Com a exposição acima, é possível avançar para uma análise dos
três aspectos que este artigo se propõe a discorrer.
Definição de conceitos
Aqui será feita uma breve explanação dos seguintes métodos de
interpretação bíblica: 1) histórico-gramatical; 2) histórico-crítico; e 3)
hermenêutica pós-moderna.
Método Histórico-Gramatical – Em linhas gerais, o
método histórico-gramatical como o conhecemos resulta diretamente do labor dos protagonistas
da Reforma Protestante ocorrida no século XVI, que, contrapondo-se ao método alegórico,
propuseram uma interpretação literal, em que a intenção do autor deve ser
respeitada, bem como a evolução da revelação. Além disso, destaca-se que o seu uso
depende do contexto histórico e do aspecto gramatical, advindo daí a
nomenclatura “histórico-gramatical”, fazendo com que o texto sagrado tenha um
único sentido, e não quantos o leitor desejar.2
Método Histórico-Crítico – De uso próprio do liberalismo
teológico, e envolvendo as chamadas “Alta Crítica” e “Baixa Crítica”, este
método surgiu no período do Iluminismo, em que a razão e a análise crítica são
suficientes para a compreensão do mundo e suas complexidades. Neste método, a ênfase
é dada à crítica do texto em detrimento da intenção do autor, ou seja, suas
bases firmam-se sobre a crítica nos seguintes aspectos: 1) critica das fontes;
2) crítica da forma; e 3) crítica da redação. Nesse sentido, esse método pressupõe
que a Bíblia possui erros e contradições e, por isso, para os que adotam este
método, ela não é efetivamente a inerrante Palavra de Deus.3
Hermenêutica Pós-Moderna – Embora haja quem não se
agrade do termo pós-modernidade como referência aos tempos atuais, a grande
maioria opta por chamar assim este período caracterizado pela descrença em uma verdade
absoluta. A pós-modernidade possui aquilo que pode ser chamado de “fenômenos pós-modernos”

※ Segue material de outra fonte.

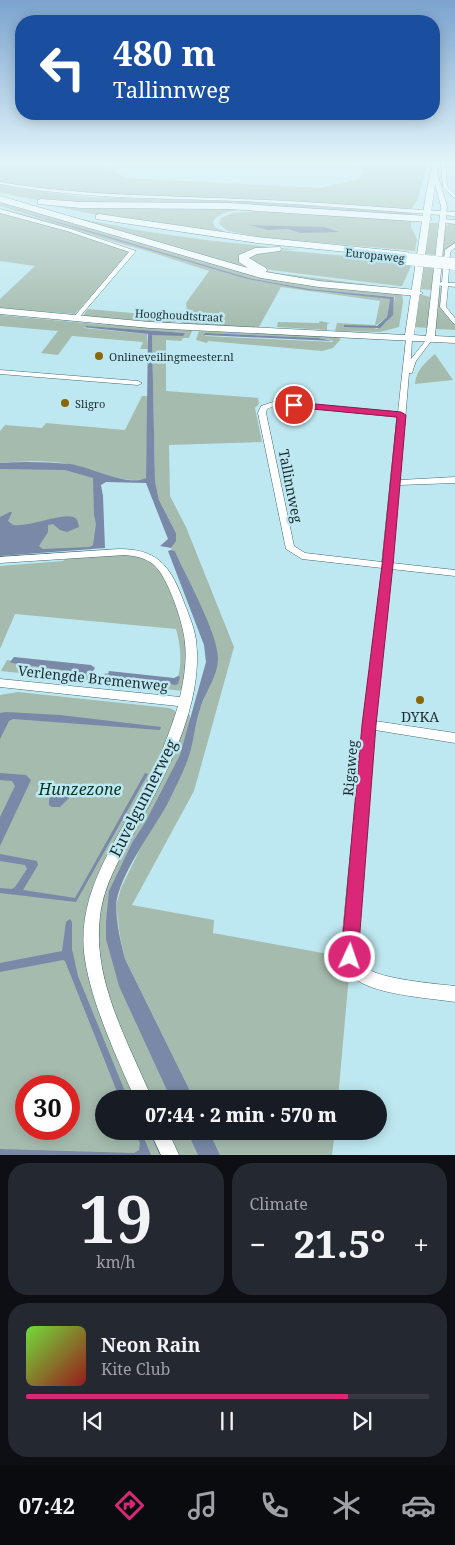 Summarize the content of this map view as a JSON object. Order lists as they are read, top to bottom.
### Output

e que é bem representado pelas seguintes marcas: pluralização, privatização,
relativismo, globalização e secularização. Cada uma dessas marcas desafiam a Igreja
de Cristo em diferentes áreas, inclusive – e principalmente – quanto à
interpretação bíblica.
Ao escrever sobre a hermenêutica emergente deste tempo,
Kevin J. Vanhoozer explica: “Permite o florescimento de uma centena de ideologias,
contanto que não se tome nenhuma delas muito a sério. Por que não ler a Bíblia
de forma a apoiar seu estilo de vida preferido? A leitura de todos os outros
também é apenas uma projeção de preconceitos. Tudo é relativo à identidade do
leitor. Alguns leem a Bíblia a partir da perspectiva marxista; outros, da
capitalista; alguns a leem com o viés heterossexual, outros a partir da
perspectiva homossexual; ainda outros a leem como calvinistas; outros, como arminianos.
Os pós-modernistas concedem permissão a todos eles para lerem a Escritura de acordo
com sua predição” (VANHOO-ZER, 2016, p. 26).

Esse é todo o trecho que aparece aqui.